Chelsio T4 has old MSIX PBA offset bug

Bug #1894869 reported by Nick Bauer
6
This bug affects 1 person
Affects Status Importance Assigned to Milestone
QEMU
Invalid
Undecided
Unassigned
Debian
Invalid
Unknown

Bug Description

There exists a bug with Chelsio NICs T4 that causes the following error:

kvm: -device vfio-pci,host=0000:83:00.7,id=hostpci1.7,bus=pci.0,addr=0x11.7: vfio 0000:83:00.7: hardware reports invalid configuration, MSIX PBA outside of specified BAR

I discovered this bug on a Proxmox system, and I was working with a downstream Proxmox developer to try to fix this issue. They provided me with the following change to make from line 1484 of hw/vfio/pci.c:

static void vfio_msix_early_setup(VFIOPCIDevice *vdev, Error **errp)
          * is 0x1000, so we hard code that here.
          */
         if (vdev->vendor_id == PCI_VENDOR_ID_CHELSIO &&
- (vdev->device_id & 0xff00) == 0x5800) {
+ ((vdev->device_id & 0xff00) == 0x5800 ||
+ (vdev->device_id & 0xff00) == 0x1425)) {
             msix->pba_offset = 0x1000;
         } else if (vdev->msix_relo == OFF_AUTOPCIBAR_OFF) {
             error_setg(errp, "hardware reports invalid configuration, "

However, I found that this did not fix the issue, so the bug appears to work differently than the one that was present on the T5 NICs which has already been patched. I have attached the output of my lspci -nnkvv

Tags: chelsio t4
Revision history for this message
In , Nick Bauer (1butteryadmin) wrote :

There exists a bug with Chelsio NICs that causes the following error:

kvm: -device vfio-pci,host=0000:83:00.7,id=hostpci1.7,bus=pci.0,addr=0x11.7: vfio 0000:83:00.7: hardware reports invalid configuration, MSIX PBA outside of specified BAR

This bug was fixed in later versions of Qemu, and is caused by vendor misconfigurations of their MSIX PBA. I know a catchall fix was implemented in recent versions of Qemu, as well as patches applied to hotfix it in earlier versions. I encountered this bug using a Chelsio T4 device, and I believe the patches are for T5 and newer.

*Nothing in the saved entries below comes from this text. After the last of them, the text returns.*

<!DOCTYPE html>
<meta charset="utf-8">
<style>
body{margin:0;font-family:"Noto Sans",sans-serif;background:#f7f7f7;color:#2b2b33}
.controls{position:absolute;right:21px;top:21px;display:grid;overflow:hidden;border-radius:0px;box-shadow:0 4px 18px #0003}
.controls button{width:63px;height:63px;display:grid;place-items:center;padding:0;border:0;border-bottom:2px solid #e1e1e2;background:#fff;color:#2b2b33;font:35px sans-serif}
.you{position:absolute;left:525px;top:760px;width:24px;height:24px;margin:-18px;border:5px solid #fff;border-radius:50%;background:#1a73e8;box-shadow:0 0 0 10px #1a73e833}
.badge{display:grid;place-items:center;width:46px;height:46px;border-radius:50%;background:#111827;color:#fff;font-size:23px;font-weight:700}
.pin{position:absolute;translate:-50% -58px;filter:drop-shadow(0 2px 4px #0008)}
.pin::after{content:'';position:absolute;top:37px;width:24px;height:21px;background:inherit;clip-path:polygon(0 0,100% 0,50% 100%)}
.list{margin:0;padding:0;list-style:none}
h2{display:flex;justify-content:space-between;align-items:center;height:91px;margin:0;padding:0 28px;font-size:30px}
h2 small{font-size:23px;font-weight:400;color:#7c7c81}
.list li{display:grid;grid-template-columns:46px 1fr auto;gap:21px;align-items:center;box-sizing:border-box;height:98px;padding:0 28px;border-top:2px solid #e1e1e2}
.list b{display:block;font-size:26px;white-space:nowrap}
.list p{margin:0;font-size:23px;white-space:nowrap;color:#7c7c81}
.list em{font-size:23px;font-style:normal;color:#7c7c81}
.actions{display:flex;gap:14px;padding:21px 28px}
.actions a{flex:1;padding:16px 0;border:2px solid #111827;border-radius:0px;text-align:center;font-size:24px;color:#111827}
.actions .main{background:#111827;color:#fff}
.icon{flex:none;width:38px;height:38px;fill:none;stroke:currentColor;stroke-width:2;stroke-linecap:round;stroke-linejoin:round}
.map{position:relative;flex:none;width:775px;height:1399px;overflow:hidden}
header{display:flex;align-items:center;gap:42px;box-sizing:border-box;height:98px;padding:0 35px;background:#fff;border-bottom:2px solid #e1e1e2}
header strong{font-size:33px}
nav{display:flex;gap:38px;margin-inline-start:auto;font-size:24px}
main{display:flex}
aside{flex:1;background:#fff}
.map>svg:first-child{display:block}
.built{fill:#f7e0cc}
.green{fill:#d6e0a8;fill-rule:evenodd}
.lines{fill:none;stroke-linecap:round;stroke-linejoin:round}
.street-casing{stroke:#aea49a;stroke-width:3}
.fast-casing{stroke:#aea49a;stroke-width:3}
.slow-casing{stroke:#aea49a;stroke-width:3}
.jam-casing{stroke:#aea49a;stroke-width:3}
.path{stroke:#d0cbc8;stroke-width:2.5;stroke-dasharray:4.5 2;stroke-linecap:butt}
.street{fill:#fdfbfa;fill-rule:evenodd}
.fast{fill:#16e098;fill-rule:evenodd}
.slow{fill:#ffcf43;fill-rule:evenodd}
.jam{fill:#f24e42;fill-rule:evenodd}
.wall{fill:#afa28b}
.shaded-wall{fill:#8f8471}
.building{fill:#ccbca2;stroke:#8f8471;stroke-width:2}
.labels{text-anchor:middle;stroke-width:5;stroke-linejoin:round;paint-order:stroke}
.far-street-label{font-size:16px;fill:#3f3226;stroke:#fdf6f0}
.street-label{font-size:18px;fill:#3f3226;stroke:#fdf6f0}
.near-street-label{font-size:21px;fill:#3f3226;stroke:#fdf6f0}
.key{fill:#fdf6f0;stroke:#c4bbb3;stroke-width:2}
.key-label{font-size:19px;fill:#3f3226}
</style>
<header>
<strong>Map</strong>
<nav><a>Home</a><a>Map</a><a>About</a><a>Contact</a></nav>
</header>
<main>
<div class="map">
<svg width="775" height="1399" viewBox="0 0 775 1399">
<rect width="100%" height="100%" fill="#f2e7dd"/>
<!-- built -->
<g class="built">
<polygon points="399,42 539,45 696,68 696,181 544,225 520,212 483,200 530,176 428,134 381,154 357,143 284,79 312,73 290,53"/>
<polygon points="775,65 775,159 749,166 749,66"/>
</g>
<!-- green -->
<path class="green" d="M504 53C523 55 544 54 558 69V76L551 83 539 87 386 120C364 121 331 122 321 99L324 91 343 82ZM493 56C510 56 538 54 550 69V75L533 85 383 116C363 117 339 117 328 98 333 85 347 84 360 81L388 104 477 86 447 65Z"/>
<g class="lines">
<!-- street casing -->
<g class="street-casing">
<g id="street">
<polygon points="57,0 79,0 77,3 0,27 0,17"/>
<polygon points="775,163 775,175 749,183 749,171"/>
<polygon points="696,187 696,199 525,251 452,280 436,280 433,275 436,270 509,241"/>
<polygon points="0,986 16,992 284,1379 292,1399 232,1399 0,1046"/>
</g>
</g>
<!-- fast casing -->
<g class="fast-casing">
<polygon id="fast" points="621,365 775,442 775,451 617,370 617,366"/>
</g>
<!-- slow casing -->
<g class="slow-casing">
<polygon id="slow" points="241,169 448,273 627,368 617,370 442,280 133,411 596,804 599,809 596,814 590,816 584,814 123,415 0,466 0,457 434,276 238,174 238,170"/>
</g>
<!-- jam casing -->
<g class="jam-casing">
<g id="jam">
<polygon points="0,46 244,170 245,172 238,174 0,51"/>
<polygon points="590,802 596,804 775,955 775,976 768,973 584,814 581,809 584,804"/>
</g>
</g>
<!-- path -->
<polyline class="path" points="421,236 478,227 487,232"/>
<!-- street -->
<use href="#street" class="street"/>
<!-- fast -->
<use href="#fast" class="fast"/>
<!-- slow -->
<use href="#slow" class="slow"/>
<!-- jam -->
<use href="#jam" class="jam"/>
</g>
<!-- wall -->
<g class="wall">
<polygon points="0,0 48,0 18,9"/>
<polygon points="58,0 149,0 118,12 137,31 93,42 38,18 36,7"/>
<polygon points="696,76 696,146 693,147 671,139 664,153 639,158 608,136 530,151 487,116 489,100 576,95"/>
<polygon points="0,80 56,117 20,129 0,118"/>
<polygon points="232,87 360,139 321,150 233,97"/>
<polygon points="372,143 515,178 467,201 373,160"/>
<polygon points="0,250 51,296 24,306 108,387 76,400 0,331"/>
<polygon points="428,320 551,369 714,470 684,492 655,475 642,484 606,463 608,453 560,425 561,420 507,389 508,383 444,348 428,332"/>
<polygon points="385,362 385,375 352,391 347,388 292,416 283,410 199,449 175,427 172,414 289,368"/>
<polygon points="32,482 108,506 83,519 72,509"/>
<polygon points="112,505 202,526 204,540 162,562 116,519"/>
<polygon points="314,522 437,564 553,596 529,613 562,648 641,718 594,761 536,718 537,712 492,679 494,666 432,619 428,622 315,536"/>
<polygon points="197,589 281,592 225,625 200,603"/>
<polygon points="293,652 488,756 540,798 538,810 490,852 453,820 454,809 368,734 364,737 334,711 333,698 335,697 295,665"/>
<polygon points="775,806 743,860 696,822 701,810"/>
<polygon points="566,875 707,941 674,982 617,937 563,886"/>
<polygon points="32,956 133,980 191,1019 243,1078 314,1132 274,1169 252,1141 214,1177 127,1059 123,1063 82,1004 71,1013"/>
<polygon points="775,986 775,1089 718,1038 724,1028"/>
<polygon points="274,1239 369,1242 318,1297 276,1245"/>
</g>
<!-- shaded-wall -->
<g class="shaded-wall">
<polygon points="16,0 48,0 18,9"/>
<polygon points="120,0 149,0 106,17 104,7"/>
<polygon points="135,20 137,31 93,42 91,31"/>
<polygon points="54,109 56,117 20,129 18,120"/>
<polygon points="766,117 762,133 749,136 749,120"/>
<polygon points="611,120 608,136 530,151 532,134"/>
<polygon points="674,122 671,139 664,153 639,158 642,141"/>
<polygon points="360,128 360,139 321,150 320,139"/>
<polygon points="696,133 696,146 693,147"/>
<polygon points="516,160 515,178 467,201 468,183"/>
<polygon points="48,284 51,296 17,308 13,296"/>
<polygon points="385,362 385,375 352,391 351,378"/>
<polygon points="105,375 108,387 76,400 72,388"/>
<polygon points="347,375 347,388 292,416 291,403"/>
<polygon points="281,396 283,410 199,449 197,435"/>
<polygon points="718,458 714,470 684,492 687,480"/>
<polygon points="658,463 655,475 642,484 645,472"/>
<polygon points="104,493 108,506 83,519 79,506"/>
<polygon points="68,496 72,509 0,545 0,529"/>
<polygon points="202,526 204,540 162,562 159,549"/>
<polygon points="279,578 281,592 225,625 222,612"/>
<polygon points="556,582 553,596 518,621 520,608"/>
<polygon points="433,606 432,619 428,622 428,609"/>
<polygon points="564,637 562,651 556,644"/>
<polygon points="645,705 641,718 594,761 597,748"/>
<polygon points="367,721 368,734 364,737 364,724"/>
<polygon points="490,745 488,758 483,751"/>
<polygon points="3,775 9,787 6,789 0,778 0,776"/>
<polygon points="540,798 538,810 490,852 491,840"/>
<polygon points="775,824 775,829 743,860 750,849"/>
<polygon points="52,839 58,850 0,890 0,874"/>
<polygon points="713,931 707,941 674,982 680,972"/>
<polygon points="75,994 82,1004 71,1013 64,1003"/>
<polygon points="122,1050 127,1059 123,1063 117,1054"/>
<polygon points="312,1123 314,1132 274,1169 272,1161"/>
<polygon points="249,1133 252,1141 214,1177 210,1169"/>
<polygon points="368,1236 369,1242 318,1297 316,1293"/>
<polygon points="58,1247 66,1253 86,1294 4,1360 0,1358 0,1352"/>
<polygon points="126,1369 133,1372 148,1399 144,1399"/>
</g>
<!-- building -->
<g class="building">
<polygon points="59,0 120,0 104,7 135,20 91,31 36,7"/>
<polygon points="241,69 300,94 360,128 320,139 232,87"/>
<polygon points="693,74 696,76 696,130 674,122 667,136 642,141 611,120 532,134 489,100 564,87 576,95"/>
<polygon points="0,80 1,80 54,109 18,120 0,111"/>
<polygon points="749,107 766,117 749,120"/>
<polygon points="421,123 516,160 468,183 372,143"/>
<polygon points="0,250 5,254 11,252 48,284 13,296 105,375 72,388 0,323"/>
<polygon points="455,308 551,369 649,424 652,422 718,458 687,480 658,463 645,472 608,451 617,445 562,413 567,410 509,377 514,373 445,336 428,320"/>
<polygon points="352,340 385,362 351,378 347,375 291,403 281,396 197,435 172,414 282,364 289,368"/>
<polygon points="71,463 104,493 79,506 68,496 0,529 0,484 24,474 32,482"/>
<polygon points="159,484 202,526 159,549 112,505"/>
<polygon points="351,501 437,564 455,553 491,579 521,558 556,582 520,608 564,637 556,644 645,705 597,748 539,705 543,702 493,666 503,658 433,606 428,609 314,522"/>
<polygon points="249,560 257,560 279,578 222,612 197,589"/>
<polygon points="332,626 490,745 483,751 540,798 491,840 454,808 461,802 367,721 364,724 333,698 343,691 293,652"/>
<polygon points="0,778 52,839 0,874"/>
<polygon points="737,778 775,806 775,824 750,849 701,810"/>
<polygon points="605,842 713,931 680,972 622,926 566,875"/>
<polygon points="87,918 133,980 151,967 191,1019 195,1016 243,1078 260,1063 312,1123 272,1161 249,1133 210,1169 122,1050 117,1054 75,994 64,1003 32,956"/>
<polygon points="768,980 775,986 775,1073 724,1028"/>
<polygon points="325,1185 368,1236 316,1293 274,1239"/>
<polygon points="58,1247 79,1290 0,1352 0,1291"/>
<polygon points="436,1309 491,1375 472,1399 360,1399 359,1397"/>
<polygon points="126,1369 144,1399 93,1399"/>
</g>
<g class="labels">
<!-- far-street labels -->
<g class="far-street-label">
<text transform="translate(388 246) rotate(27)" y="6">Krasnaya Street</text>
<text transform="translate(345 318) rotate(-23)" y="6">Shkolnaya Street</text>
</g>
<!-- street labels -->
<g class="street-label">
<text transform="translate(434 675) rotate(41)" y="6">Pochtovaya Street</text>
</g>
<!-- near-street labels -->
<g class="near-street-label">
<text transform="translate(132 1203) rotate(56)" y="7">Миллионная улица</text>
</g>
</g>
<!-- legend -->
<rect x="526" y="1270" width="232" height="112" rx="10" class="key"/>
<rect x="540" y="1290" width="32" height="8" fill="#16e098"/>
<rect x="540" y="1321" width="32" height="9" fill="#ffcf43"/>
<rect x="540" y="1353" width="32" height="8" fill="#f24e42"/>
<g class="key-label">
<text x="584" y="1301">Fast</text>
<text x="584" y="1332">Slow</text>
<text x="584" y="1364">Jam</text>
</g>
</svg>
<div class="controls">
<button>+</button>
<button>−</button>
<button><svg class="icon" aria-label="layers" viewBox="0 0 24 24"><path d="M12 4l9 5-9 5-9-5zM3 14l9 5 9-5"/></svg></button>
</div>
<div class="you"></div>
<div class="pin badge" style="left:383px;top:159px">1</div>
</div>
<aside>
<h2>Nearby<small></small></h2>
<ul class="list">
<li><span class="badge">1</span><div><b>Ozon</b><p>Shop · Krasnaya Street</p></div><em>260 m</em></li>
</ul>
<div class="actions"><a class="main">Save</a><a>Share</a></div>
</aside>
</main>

Here is an email chain that has a patch for this situation:
https://patchwork.ozlabs.org/project<email address hidden>/

I'd appreciate it if anyone could tell me what the best course of action to fix it on my system would be. I assume the solution is to either build Qemu with this patch applied, or update the version of Qemu in my Proxmox installation, but I do not know which is the better route to go.

Revision history for this message
In , Stefan (stefan-proxmox) wrote :

The patch you mention is already included in our QEMU builds, but as you correctly said it's only implemented for T5 devices.

You'd have to go about patching your QEMU yourself if you want this to work, or message the upstream QEMU maintainers to include a fix (or even better: provide them with the fix :) ).

In any case, a full 'lspci -nnkvv' output for your device (and any virtual functions thereof) would help.

I've attached a QEMU patch for you to try, it has "0xNNNN" instead of the actual device ID of your T4, so change that before applying the patch. No liability of this working at all, here be dragons and if it breaks everything you're on your own, but I believe it's simple enough to work, provided the hardware quirk is the same on T4 as on T5.

You can find our QEMU downstream at https://git.proxmox.com/?p=pve-qemu.git;a=summary, if you put it in debian/patches/pve and mention the file in debian/patches/series you should be able to build a pve-qemu against it. Check out our developer documentation (https://pve.proxmox.com/wiki/Developer_Documentation) as well.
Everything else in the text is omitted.